### [Your task]
Would you please return the lines of the material that contain the word "position"?

### [Extracted entries]

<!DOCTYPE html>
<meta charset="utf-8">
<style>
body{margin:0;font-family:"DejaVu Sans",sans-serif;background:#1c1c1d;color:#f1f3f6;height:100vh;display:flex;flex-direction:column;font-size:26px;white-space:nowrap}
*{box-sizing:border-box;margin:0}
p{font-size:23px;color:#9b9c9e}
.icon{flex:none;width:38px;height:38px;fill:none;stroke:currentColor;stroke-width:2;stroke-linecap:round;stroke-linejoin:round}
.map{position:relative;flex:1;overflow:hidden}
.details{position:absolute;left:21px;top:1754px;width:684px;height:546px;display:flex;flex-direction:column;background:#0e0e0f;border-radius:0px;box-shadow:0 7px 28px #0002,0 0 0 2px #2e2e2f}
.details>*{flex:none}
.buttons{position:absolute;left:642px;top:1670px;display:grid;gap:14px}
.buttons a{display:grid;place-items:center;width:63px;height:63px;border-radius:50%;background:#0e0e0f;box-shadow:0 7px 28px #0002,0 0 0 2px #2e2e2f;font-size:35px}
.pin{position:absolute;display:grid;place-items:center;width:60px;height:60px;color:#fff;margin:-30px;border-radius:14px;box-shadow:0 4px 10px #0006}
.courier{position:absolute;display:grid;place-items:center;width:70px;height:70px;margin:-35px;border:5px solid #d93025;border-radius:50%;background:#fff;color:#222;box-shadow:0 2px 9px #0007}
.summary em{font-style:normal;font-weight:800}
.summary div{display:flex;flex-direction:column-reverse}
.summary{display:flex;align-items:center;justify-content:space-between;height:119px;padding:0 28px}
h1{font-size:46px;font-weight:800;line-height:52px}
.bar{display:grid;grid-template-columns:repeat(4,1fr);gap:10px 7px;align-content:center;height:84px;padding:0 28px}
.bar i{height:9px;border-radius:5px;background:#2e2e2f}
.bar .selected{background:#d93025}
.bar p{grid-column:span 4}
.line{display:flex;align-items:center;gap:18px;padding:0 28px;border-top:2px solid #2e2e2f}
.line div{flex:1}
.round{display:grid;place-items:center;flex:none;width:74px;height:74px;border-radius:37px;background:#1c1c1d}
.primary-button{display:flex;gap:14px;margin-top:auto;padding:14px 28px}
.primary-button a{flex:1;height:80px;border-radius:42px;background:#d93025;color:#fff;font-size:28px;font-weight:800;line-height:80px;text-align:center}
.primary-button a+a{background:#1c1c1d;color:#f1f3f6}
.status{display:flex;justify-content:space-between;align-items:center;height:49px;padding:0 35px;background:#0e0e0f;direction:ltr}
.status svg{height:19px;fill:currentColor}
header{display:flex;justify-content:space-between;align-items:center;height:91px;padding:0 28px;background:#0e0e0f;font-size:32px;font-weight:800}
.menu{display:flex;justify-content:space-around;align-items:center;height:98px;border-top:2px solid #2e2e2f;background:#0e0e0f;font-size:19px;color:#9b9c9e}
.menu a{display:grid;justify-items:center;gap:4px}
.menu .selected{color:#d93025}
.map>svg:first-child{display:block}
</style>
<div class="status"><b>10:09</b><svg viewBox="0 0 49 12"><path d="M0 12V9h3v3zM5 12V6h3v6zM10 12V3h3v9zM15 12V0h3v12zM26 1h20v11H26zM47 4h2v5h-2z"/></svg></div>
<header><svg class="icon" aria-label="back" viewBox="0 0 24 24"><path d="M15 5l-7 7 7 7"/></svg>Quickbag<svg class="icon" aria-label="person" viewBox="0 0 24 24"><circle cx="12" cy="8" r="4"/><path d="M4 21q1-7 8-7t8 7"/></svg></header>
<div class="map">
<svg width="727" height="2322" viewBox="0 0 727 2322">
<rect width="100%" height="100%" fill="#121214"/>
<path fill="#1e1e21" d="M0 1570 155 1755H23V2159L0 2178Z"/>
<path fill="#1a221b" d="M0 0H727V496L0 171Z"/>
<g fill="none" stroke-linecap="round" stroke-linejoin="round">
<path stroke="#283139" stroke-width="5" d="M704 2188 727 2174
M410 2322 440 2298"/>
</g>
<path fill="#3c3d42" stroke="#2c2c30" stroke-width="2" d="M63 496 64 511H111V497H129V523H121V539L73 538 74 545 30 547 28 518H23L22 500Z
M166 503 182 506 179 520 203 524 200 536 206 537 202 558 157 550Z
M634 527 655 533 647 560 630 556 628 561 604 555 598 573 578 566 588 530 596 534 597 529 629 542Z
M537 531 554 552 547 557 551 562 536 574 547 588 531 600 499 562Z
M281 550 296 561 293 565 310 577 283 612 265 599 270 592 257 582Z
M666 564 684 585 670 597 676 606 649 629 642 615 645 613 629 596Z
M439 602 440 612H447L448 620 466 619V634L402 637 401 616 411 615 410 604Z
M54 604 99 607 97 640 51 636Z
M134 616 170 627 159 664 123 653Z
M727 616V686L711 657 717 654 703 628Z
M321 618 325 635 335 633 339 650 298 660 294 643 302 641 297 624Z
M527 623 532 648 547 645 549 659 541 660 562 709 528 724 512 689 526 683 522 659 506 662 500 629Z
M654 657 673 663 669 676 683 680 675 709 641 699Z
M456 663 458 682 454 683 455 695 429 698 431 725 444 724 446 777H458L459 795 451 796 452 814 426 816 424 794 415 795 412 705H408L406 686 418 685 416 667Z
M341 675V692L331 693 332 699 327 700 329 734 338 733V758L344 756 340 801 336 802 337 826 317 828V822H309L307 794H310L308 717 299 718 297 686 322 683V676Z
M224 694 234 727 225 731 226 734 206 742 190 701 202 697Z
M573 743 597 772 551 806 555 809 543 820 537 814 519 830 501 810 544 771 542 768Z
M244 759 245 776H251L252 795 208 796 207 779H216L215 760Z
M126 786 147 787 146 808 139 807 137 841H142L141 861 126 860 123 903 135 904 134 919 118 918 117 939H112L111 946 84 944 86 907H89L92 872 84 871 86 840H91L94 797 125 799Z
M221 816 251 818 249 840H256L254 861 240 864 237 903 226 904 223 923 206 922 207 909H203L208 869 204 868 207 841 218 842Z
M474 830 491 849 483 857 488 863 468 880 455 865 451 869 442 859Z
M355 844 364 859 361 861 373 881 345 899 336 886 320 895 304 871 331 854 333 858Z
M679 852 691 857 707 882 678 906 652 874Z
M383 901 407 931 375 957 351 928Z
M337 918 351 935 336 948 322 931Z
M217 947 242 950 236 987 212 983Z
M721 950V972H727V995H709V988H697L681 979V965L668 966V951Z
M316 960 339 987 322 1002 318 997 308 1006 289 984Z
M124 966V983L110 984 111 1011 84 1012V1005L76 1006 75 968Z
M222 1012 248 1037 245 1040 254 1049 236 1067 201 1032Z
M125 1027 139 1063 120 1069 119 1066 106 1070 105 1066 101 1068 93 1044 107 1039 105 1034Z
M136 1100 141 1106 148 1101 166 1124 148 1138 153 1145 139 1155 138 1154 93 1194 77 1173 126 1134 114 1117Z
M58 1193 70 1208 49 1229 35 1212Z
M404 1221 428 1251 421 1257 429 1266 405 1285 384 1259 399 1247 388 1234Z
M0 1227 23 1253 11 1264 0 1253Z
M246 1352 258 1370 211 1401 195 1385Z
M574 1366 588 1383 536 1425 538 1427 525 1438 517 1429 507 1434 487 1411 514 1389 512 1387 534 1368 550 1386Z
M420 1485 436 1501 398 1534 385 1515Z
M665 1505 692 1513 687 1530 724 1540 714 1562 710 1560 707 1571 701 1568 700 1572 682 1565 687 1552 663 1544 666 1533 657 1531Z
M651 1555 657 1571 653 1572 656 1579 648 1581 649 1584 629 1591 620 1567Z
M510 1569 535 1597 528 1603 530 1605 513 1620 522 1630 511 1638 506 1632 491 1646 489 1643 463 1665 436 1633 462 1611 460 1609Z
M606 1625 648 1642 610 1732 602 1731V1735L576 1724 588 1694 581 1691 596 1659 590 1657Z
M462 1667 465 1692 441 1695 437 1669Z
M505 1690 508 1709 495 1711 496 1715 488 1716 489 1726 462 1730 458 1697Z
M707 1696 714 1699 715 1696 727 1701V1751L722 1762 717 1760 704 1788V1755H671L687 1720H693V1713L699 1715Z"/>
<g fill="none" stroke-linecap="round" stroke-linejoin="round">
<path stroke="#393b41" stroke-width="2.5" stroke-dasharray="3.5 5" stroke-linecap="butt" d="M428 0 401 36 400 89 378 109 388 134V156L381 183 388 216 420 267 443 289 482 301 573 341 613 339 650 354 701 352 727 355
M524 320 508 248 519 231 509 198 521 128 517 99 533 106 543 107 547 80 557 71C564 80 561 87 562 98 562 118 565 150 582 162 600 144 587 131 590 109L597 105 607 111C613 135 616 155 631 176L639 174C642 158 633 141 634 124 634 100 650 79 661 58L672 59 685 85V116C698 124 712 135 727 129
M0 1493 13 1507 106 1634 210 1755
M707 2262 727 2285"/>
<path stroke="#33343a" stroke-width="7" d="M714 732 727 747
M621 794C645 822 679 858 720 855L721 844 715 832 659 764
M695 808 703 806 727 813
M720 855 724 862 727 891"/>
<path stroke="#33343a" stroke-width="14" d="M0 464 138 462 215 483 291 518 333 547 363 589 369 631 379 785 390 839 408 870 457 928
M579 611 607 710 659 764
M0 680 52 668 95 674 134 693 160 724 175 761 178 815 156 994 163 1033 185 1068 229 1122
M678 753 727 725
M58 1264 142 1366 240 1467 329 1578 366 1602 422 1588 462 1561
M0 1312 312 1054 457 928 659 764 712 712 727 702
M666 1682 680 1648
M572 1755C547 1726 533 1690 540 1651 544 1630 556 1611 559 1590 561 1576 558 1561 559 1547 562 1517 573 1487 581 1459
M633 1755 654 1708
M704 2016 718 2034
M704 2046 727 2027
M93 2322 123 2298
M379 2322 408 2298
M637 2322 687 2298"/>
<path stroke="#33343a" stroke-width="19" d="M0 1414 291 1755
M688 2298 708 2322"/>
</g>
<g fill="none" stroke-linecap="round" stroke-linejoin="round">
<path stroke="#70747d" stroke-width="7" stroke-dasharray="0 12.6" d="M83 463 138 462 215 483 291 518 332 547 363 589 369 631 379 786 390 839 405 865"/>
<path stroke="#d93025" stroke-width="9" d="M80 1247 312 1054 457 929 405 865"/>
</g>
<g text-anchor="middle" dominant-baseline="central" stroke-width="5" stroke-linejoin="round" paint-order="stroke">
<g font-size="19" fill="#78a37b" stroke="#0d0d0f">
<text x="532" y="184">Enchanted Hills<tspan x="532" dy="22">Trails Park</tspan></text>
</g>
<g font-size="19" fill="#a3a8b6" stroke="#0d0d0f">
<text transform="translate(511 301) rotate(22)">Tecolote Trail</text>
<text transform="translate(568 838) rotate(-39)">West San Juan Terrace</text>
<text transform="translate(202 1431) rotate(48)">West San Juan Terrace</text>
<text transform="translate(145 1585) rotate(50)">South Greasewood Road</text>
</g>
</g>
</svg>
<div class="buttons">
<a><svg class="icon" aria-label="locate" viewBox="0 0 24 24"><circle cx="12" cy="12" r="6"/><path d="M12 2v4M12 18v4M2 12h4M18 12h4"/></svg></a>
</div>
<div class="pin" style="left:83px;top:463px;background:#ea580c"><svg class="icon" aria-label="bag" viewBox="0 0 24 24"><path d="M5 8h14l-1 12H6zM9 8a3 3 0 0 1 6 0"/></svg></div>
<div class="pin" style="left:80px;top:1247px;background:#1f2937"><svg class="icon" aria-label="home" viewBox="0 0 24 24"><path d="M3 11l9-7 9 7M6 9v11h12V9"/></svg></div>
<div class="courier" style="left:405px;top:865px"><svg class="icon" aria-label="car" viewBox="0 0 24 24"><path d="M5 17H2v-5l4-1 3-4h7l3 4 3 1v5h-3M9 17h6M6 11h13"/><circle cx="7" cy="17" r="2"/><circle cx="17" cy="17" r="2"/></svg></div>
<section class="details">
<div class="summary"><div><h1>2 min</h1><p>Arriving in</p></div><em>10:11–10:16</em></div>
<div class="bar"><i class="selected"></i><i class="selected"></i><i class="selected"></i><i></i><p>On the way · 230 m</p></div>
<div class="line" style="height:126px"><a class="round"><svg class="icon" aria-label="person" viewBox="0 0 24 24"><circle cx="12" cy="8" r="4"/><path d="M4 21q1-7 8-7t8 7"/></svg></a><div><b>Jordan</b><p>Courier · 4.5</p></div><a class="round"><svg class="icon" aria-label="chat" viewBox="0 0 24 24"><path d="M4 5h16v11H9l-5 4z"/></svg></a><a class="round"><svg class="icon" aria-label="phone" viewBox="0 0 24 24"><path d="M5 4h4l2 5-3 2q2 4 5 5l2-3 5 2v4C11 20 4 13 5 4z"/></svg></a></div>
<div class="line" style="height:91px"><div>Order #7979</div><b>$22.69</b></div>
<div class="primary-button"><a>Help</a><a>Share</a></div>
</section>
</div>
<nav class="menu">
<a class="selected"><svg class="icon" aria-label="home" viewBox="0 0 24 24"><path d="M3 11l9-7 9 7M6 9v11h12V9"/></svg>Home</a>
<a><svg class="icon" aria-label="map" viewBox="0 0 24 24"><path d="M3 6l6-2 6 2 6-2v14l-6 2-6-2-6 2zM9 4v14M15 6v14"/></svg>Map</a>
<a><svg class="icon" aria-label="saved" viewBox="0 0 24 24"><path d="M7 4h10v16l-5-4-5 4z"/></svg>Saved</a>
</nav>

### [Output below]
.map{position:relative;flex:1;overflow:hidden}
.details{position:absolute;left:21px;top:1754px;width:684px;height:546px;display:flex;flex-direction:column;background:#0e0e0f;border-radius:0px;box-shadow:0 7px 28px #0002,0 0 0 2px #2e2e2f}
.buttons{position:absolute;left:642px;top:1670px;display:grid;gap:14px}
.pin{position:absolute;display:grid;place-items:center;width:60px;height:60px;color:#fff;margin:-30px;border-radius:14px;box-shadow:0 4px 10px #0006}
.courier{position:absolute;display:grid;place-items:center;width:70px;height:70px;margin:-35px;border:5px solid #d93025;border-radius:50%;background:#fff;color:#222;box-shadow:0 2px 9px #0007}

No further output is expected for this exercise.